■ **About this exercise**
If a line in the data below contains the word "controls", copy it out.

■ **Data provided**
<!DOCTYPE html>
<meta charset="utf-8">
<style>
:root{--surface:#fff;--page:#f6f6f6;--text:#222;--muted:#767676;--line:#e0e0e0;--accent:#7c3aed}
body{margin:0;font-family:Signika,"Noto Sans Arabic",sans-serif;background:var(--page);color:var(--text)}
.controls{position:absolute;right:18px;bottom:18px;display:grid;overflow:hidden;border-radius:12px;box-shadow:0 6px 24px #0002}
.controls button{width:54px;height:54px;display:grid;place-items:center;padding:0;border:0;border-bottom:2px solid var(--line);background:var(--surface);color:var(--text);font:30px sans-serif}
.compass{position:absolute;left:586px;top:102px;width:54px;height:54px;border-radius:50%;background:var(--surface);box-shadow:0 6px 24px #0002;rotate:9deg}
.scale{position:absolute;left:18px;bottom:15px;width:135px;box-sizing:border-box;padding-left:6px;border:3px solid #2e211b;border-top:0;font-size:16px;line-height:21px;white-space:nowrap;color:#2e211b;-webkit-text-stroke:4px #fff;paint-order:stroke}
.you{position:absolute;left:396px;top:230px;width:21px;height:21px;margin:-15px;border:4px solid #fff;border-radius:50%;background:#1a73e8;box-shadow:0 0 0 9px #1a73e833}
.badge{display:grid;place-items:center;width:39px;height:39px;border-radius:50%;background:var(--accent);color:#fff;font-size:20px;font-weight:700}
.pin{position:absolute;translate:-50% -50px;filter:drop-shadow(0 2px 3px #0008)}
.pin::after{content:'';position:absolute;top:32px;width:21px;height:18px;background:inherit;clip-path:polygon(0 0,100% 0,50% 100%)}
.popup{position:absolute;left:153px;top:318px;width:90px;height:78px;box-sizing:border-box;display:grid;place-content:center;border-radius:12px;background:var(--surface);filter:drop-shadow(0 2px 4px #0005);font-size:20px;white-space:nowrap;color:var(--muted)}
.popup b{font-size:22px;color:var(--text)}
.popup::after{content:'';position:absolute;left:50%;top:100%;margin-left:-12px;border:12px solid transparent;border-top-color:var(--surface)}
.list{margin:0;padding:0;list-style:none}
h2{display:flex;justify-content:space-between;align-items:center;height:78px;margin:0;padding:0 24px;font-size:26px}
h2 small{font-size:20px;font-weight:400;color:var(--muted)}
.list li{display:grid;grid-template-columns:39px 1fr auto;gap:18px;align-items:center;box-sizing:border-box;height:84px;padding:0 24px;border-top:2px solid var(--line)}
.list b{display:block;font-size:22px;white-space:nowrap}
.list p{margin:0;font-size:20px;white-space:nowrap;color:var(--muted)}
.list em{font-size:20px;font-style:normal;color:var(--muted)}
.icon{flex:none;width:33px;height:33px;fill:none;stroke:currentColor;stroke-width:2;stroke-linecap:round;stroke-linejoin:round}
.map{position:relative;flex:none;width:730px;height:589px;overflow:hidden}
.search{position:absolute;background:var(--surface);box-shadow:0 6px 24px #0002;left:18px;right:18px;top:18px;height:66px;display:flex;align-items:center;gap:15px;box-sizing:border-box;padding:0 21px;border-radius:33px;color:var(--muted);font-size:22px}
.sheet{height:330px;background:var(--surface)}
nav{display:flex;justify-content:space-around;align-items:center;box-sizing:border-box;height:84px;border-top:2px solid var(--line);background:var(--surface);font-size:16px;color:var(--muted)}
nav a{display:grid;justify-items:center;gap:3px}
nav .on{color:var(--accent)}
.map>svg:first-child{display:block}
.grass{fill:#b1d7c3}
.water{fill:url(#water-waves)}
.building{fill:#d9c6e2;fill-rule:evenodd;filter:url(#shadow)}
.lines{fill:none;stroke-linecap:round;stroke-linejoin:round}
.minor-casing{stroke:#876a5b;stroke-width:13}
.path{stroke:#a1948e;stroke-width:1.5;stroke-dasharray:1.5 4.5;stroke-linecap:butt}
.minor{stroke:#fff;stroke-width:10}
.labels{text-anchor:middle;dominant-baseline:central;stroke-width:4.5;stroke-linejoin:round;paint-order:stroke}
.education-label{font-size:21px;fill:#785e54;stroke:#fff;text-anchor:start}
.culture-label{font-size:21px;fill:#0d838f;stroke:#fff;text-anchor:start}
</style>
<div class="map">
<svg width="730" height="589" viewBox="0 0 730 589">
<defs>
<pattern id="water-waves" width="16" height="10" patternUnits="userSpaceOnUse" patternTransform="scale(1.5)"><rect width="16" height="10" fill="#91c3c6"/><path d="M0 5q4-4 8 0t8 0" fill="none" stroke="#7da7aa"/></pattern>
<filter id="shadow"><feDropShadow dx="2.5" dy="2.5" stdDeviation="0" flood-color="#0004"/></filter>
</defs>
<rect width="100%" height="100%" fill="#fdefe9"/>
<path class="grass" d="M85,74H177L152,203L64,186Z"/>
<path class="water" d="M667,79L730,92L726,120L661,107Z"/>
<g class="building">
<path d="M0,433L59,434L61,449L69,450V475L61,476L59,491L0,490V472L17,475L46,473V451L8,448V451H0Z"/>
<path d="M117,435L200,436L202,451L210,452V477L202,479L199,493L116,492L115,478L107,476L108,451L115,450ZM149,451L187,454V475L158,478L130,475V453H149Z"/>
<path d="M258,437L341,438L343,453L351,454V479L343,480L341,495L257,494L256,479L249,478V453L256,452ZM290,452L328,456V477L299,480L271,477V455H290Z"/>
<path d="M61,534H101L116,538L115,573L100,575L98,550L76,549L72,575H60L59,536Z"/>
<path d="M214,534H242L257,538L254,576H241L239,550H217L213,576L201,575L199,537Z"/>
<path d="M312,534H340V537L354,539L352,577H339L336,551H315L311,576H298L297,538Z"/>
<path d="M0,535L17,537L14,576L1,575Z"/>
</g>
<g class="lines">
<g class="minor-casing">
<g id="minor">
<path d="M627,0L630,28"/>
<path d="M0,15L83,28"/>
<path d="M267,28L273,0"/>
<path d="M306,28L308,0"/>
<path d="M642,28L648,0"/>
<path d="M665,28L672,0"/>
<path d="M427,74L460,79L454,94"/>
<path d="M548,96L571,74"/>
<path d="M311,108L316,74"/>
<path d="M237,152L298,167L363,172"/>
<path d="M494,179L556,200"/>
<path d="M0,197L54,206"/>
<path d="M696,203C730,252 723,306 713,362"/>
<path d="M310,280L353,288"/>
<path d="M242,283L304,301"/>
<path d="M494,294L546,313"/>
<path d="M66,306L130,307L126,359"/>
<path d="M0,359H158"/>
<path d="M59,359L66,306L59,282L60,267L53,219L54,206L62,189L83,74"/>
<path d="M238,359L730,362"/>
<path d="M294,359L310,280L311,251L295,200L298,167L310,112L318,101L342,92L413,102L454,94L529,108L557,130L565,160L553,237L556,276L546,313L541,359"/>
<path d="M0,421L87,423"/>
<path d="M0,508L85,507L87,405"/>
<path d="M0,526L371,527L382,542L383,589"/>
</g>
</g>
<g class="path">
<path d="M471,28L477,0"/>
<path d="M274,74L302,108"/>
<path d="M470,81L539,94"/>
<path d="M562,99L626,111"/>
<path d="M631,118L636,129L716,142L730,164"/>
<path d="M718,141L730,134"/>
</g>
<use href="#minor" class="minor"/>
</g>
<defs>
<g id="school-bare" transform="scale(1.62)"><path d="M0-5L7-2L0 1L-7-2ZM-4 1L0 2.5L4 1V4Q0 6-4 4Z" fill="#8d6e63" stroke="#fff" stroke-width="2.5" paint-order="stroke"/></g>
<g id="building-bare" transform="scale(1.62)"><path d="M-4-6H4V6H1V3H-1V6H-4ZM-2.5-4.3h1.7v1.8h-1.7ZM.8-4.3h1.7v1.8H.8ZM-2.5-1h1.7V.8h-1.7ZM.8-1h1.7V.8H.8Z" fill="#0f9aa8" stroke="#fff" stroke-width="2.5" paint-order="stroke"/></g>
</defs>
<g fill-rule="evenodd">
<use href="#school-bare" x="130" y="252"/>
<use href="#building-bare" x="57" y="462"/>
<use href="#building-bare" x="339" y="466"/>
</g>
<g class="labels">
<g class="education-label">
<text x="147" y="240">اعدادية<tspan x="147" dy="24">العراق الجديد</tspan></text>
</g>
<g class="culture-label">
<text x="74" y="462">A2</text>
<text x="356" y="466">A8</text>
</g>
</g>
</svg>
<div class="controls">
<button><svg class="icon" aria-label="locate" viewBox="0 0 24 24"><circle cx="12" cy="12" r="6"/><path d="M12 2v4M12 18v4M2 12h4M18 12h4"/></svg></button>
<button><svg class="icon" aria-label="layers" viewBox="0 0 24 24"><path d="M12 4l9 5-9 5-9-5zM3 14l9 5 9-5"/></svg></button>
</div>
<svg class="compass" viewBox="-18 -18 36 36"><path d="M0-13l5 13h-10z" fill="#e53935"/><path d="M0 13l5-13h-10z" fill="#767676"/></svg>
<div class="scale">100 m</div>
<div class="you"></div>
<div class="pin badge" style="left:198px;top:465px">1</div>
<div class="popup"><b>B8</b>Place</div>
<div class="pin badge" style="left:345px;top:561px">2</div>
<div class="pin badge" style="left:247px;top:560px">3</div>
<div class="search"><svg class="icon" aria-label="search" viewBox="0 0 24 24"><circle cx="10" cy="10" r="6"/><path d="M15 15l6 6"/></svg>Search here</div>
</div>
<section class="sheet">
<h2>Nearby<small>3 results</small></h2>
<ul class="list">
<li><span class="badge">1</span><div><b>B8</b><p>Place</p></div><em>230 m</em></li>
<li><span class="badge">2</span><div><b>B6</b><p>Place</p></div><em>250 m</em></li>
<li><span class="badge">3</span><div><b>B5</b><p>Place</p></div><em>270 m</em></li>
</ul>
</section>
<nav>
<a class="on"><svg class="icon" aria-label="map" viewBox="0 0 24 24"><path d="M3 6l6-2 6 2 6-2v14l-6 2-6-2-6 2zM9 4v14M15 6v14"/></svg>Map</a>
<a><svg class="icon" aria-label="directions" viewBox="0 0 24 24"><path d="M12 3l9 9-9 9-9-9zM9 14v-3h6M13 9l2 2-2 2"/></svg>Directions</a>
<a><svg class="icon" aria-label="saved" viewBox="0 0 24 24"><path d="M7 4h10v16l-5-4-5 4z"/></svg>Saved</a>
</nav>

■ **Final answer**
.controls{position:absolute;right:18px;bottom:18px;display:grid;overflow:hidden;border-radius:12px;box-shadow:0 6px 24px #0002}
.controls button{width:54px;height:54px;display:grid;place-items:center;padding:0;border:0;border-bottom:2px solid var(--line);background:var(--surface);color:var(--text);font:30px sans-serif}
<div class="controls">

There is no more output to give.